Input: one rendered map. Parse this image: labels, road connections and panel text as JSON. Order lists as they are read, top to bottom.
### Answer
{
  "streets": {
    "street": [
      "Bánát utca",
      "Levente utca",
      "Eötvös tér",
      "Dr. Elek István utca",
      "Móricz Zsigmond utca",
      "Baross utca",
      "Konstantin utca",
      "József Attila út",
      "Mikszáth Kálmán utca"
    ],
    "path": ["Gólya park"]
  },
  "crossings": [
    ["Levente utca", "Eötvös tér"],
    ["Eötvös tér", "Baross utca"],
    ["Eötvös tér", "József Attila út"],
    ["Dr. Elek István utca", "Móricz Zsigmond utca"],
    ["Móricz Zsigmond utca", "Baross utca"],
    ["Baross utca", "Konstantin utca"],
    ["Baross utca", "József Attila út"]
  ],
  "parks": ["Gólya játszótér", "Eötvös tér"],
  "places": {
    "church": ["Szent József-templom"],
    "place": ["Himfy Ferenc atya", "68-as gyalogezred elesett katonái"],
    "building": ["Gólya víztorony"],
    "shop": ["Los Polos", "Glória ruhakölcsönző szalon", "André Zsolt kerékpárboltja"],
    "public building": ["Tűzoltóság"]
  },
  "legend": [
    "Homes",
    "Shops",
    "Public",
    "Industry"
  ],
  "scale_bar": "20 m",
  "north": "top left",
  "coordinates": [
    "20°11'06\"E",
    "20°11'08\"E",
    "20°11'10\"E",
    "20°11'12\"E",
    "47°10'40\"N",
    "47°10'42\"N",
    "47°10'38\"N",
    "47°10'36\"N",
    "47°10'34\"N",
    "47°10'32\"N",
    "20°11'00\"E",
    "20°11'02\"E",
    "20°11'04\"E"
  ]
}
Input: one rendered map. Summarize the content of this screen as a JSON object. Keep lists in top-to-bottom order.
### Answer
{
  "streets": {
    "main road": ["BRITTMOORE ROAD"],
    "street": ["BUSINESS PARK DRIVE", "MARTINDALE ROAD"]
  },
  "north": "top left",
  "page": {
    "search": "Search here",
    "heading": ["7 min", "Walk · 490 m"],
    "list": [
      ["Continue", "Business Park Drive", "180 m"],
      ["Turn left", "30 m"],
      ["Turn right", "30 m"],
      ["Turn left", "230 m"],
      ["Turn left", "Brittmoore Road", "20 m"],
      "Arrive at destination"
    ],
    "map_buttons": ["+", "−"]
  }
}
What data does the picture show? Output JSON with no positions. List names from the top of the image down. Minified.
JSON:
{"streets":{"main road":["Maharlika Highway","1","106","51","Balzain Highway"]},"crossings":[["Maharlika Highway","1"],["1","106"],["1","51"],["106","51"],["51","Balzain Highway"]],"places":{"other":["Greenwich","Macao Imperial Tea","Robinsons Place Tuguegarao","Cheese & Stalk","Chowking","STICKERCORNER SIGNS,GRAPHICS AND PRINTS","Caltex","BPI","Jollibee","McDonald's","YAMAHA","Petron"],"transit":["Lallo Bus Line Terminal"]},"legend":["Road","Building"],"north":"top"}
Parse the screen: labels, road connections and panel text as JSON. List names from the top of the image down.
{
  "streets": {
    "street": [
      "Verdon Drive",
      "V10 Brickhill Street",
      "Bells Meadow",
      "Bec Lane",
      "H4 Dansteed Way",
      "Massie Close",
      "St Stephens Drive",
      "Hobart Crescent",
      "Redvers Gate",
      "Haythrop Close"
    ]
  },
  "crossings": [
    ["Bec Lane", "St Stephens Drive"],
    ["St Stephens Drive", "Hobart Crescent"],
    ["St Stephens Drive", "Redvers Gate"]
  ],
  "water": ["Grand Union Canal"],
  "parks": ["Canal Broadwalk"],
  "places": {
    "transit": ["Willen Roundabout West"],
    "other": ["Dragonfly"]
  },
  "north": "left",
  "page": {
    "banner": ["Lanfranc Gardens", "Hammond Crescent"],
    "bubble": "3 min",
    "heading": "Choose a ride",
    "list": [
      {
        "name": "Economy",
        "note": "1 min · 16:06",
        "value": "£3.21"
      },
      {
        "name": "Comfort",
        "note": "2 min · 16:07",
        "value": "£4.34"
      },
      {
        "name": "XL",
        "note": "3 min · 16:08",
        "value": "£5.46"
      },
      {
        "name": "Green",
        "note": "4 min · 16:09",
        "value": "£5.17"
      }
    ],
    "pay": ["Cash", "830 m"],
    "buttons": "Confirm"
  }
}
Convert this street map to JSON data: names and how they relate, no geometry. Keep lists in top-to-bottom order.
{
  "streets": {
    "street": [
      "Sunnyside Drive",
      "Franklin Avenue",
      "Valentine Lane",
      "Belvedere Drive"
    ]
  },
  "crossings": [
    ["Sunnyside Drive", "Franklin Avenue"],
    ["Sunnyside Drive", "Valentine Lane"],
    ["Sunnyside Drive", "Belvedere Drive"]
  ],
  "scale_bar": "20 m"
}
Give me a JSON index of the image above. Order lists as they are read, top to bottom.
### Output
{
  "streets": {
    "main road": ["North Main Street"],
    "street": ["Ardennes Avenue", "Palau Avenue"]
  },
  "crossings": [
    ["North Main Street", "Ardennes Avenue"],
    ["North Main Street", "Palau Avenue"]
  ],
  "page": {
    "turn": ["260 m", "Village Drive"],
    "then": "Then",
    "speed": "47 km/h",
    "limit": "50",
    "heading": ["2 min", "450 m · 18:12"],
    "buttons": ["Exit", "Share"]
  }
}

--------------------

ASSIGNMENT >>
What lines in the material above contain the word "read"? Copy them out.

EXERCISE SOLUTION >>
Input: one rendered map. Parse this image: labels, road connections and panel text as JSON. Order lists as they are read, top to bottom.
Give me a JSON index of the image above. Order lists as they are read, top to bottom.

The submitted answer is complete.